→ What is expected
The response should be the lines of the data, starting at the first and ending at the one that contains "Give bounding boxes", copied without change.

→ Source information
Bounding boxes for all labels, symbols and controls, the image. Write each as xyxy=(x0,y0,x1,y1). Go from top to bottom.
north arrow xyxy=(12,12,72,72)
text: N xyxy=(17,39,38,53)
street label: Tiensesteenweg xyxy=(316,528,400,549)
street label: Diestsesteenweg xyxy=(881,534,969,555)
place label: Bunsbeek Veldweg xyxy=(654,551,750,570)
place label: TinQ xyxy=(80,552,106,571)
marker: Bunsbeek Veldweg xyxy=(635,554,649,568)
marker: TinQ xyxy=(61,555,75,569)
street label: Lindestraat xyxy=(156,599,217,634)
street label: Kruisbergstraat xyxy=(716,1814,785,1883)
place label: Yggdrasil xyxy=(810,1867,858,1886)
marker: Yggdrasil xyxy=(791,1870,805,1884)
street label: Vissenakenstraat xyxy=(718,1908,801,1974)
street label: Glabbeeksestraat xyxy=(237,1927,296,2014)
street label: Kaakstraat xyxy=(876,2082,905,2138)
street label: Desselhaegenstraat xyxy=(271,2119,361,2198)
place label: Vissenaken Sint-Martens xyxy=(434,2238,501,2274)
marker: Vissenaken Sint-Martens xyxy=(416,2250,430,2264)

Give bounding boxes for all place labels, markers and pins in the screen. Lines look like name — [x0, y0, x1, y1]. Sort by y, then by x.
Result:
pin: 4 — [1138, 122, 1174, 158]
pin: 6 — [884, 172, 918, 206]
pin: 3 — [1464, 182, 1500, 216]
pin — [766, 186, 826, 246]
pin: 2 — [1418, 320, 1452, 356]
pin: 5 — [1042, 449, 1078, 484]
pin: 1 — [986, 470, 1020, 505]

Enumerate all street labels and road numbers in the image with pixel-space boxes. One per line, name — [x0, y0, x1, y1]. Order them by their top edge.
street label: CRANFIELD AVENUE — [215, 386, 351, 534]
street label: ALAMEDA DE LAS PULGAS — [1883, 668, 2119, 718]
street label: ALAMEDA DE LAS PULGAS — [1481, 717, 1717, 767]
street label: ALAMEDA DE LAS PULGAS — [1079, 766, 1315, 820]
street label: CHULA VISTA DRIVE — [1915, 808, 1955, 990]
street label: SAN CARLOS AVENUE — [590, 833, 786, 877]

→ Solution to the exercise
Bounding boxes for all labels, symbols and controls, the image. Write each as xyxy=(x0,y0,x1,y1). Go from top to bottom.
north arrow xyxy=(12,12,72,72)
text: N xyxy=(17,39,38,53)
street label: Tiensesteenweg xyxy=(316,528,400,549)
street label: Diestsesteenweg xyxy=(881,534,969,555)
place label: Bunsbeek Veldweg xyxy=(654,551,750,570)
place label: TinQ xyxy=(80,552,106,571)
marker: Bunsbeek Veldweg xyxy=(635,554,649,568)
marker: TinQ xyxy=(61,555,75,569)
street label: Lindestraat xyxy=(156,599,217,634)
street label: Kruisbergstraat xyxy=(716,1814,785,1883)
place label: Yggdrasil xyxy=(810,1867,858,1886)
marker: Yggdrasil xyxy=(791,1870,805,1884)
street label: Vissenakenstraat xyxy=(718,1908,801,1974)
street label: Glabbeeksestraat xyxy=(237,1927,296,2014)
street label: Kaakstraat xyxy=(876,2082,905,2138)
street label: Desselhaegenstraat xyxy=(271,2119,361,2198)
place label: Vissenaken Sint-Martens xyxy=(434,2238,501,2274)
marker: Vissenaken Sint-Martens xyxy=(416,2250,430,2264)

Give bounding boxes for all place labels, markers and pins in the screen. Lines look like name — [x0, y0, x1, y1]. Sort by y, then by x.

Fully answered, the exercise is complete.